LAW class studies concerns about prohibition—including racism
Class by class, lecture by lecture, question asked by question answered, an education is built. This is one of a series of articles about visits to one class, on one day, in search of those building blocks at BU.
Popular books on legalizing marijuana frequently have fun titles, Jay Wexler says. From Weed the People to Brave New Weed, the School of Law professor waded through many such potboilers (sorry) to prepare his new course, Law and Regulation of Cannabis.The syllabus, however, forgoes the catchy titles for more scholarly texts and discussion. Coming just months after Massachusetts voters legalized recreational marijuana, the class introduces future lawyers to the tectonic shifts in states that have legalized the drug, and how those laws bump up against the as-yet-immovable rock of federal prohibition. Since drug law is not Wexler’s specialty (that being church-state matters), he boned up on the topic before launching the class and brings in guest experts to lecture.
Among them is Michael Cutler (LAW’73), a defense lawyer and member of the National Organization for the Reform of Marijuana Laws, who helped draft Question 4, the pot-permitting Massachusetts initiative approved last November. Any among the 18 students in the class who feared a dry legal disquisition need not have worried: Cutler offered a two-hour report from the marijuana wars front that was both humorous and opinionated.

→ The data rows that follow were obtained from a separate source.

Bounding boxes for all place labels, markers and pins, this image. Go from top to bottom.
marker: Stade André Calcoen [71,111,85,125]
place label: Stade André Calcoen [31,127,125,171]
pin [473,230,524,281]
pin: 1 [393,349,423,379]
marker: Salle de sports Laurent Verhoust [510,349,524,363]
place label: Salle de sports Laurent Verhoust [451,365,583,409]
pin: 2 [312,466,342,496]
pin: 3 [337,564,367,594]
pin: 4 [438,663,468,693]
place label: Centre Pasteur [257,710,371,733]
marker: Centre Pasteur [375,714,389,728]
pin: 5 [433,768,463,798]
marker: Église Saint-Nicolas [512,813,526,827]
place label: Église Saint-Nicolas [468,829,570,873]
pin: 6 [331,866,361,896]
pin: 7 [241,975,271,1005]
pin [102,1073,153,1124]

He described how Question 4 lawyers drafted a “best practices” law based on successful initiatives elsewhere. Then, as he gave talks in support of the ballot initiative in the months leading up to the election, how he relied particularly on parents in his audience, who worried about their kids abusing pot under what was then the current illegalization regimen. Such people, he said, would be more likely to see the advantages of legalization-cum-regulation (the law bans marijuana use for those 21 and under).
“Every parent knows…you have much easier access to unregulated marijuana than you have to regulated alcohol,” Cutler said.
He shared his view that demographics—younger Americans are legalization’s most ardent supporters—will be destiny. “The prohibition supporters are dying,” he said, his bluntness getting laughs. “The future of marijuana law does not lie with courts. It lies with voters.…The change, I think, is unstoppable.” For those soon-to-be-deceased prohibitionists, the class also considers arguments for keeping marijuana illegal, according to Wexler. One guest speaker runs the medical marijuana program in Massachusetts, whose governor, Charlie Baker, opposed Question 4 because of concerns that children might gain access to pot, the initiative’s restrictions notwithstanding.
Cutler also served up what he calls the slam-dunk arguments for legalization: prohibition’s underlying racism and the harms it sows, such as gangs who profit off illicit marijuana.
Every American drug prohibition, including that on marijuana, “was adopted with explicit racial animus,” he told the class. “It’s not about safety. It’s not about health.” (Wexler agrees. “The origin of marijuana laws is racist,” he said later in an interview. Federal officials used antiminorities rhetoric when they criminalized pot in the early 20th century. Today, the rate of marijuana use by African Americans mirrors its use by whites, but the arrest rate of African Americans for possession is four times greater.)
Wexler wants students to come away understanding more about “this bizarre situation where…you have this gigantic, burgeoning industry at the state level, and it’s completely dependent on the feds not enforcing federal law” that says pot is illegal.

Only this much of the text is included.